The difference in treatment between the index and validation cohort can be attributed to changing guidelines over time. If the risk is of LRR is high, it could be considered to use adjuvant treatment. However, this is outside the scope of this study, the model is targeted at patients who have completed their treatment. The nomogram can be improved with automatic updating: the new patients will cause adjustments of the estimates, and new patients will weigh more than the less recent ones to better tailor the model to the current clinical practice.

User-friendly access through a nomogram is beneficial for both patients and clinicians. Still, it remains important that the users understand the correct interpretation. Therefore, it is of great importance to present the estimates with the corresponding CI [42]. Much used nomograms like for example Adjuvant! Online (adjuvant treatment decisions) [43], the nomograms from Memorial Sloan Kettering Cancer Center (o.a. likelihood that breast cancer has spread to sentinel lymph nodes) [44] or IBTR! (benefit of adjuvant radiotherapy) [45] do not display these intervals, which makes it hard to appreciate the certainty of the risk estimates.

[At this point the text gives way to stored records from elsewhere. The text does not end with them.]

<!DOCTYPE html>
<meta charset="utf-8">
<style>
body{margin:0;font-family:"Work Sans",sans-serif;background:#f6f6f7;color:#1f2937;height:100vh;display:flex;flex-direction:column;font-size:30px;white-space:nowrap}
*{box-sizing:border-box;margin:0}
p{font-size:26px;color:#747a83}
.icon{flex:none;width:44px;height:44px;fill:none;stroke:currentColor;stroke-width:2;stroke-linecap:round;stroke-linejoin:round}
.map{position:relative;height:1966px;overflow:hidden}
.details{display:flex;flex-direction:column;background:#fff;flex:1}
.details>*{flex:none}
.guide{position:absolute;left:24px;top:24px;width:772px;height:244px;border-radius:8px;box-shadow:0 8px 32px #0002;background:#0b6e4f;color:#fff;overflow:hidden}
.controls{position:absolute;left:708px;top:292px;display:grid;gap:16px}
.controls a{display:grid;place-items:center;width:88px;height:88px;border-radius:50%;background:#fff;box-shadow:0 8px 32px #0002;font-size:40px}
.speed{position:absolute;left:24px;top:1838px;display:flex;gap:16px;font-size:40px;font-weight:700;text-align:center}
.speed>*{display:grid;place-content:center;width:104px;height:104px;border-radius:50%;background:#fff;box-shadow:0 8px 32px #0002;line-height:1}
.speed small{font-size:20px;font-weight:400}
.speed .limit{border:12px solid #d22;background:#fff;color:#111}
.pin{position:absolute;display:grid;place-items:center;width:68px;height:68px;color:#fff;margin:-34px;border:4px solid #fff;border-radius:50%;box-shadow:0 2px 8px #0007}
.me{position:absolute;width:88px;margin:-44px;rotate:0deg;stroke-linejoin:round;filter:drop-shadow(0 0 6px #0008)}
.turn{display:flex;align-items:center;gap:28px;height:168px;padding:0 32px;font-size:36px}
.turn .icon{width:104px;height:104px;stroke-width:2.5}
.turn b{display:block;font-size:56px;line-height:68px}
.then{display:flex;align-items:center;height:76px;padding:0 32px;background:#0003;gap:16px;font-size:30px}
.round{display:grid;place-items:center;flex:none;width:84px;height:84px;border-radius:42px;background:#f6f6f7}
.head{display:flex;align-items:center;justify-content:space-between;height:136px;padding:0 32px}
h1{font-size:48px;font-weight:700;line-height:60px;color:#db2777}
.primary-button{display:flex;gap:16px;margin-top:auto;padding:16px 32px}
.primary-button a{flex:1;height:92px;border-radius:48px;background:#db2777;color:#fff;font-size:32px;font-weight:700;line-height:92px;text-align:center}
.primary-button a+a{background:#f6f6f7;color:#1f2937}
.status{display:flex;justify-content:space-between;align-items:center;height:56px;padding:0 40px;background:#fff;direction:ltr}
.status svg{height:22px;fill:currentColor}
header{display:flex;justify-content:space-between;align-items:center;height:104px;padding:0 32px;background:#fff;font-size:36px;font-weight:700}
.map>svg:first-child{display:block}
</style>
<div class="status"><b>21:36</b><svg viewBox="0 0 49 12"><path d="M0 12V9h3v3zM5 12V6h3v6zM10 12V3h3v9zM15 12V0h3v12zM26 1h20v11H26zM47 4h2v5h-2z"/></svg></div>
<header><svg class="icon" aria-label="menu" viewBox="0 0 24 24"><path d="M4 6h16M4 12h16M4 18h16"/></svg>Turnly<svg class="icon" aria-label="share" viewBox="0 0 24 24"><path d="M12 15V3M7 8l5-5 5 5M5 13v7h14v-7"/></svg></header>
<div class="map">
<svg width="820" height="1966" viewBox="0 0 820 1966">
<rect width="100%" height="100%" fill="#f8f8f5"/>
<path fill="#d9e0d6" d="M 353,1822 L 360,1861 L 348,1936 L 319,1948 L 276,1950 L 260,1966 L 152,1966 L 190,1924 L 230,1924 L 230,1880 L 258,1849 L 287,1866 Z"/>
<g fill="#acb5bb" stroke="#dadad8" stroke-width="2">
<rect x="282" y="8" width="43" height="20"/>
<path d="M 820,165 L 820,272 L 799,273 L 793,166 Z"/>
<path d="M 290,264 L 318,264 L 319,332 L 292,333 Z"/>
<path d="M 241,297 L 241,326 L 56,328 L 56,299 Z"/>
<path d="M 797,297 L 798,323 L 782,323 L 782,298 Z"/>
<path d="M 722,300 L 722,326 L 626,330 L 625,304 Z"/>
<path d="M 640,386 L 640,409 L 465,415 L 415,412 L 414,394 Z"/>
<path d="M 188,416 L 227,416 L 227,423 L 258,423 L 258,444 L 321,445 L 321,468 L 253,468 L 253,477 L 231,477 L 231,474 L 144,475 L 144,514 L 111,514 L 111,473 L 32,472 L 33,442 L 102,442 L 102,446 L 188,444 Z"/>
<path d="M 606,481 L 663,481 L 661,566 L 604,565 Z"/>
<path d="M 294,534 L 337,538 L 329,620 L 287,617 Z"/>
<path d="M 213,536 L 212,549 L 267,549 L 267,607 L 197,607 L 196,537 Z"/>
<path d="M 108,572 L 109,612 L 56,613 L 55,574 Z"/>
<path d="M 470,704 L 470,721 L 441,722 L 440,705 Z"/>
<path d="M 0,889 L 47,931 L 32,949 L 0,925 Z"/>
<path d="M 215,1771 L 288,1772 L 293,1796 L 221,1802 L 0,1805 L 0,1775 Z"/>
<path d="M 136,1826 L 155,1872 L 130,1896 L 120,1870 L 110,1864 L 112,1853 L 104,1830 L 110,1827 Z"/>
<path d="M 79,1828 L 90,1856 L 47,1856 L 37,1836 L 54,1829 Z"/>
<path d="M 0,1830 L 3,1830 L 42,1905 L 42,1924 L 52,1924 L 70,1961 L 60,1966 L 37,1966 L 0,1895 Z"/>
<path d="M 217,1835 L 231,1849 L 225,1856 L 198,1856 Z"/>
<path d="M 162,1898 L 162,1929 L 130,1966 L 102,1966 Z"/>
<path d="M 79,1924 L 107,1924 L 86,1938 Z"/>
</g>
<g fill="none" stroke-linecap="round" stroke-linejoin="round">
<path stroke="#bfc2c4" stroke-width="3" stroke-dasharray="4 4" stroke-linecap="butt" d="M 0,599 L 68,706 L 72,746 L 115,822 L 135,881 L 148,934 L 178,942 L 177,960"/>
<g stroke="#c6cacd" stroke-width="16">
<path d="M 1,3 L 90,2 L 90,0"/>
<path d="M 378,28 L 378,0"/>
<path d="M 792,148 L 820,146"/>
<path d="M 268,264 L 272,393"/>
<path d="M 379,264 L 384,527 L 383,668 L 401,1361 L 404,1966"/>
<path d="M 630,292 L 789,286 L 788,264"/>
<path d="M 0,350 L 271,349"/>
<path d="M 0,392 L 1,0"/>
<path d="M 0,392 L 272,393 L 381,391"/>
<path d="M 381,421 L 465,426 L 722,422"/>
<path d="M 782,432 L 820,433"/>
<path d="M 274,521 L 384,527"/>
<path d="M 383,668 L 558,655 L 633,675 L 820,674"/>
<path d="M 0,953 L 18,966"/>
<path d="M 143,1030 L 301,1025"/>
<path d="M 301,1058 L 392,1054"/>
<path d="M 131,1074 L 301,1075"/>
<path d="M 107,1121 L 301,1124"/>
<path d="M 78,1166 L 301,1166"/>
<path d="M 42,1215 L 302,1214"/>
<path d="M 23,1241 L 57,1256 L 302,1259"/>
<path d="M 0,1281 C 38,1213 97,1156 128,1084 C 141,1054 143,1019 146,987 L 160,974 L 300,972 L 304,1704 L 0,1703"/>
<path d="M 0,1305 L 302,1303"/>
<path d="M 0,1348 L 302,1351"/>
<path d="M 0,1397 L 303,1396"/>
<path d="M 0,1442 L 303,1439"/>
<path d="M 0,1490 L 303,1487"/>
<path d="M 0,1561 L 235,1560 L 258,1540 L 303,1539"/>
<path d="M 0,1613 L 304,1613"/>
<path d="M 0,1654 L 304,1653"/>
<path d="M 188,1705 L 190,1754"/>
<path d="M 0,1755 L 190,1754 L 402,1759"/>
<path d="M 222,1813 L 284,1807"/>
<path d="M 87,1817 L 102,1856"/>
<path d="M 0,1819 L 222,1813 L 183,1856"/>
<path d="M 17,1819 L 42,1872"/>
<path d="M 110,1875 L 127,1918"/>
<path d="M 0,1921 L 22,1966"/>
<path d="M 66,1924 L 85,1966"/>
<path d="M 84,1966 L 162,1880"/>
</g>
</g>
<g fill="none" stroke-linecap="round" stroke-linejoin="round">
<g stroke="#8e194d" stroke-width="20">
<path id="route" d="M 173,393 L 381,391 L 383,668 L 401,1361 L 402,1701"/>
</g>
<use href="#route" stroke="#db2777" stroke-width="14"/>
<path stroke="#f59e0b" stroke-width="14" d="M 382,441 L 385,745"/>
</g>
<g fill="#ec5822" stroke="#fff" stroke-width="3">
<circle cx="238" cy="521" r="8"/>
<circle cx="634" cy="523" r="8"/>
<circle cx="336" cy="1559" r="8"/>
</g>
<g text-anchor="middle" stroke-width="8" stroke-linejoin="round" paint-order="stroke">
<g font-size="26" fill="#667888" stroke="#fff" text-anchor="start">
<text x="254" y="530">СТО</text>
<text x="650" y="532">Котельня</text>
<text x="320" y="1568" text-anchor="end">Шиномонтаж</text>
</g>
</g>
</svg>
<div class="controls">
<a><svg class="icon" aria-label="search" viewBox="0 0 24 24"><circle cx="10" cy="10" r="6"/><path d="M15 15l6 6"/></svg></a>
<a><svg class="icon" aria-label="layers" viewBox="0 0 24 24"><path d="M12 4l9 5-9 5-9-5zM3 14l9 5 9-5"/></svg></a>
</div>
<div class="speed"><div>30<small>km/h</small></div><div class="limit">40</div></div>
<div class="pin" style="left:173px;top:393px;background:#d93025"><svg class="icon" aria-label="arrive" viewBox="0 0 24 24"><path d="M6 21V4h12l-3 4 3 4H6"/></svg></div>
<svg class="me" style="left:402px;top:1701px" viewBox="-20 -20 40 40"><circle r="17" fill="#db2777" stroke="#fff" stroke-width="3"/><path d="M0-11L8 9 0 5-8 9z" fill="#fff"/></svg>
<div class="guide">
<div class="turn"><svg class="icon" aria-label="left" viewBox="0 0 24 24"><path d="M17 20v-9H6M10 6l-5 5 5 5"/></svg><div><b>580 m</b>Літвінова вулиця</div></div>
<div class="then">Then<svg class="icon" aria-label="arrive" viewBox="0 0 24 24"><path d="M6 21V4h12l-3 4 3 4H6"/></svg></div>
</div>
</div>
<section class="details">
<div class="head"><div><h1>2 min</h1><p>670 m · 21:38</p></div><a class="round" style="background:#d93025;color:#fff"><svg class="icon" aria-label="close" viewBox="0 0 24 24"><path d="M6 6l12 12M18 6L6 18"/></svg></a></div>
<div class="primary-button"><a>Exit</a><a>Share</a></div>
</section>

Current guidelines for follow-up after breast cancer aimed at detecting LRRs at an early, asymptomatic stage prescribe equal follow-up for every patient. This research shows there is a great variability in the risk of LRR, underlining the need for an individualised follow-up. With simulation modelling, thresholds can be found for when to assign the visits, so that using the yearly risk predictions, individual follow-schedules can be developed. This will lower the burden on both patients and care providers, as well as health care resources.

Conclusion

This time-dependent logistic regression model for the prediction of the annual risk of LRR of breast cancer nomogram is simple to use and shows a good predictive ability in the Dutch population. It can be used as an instrument to identify patients with a high risk of LRR who might benefit from a less or more intensive follow-up after breast cancer and to aid clinical decision making.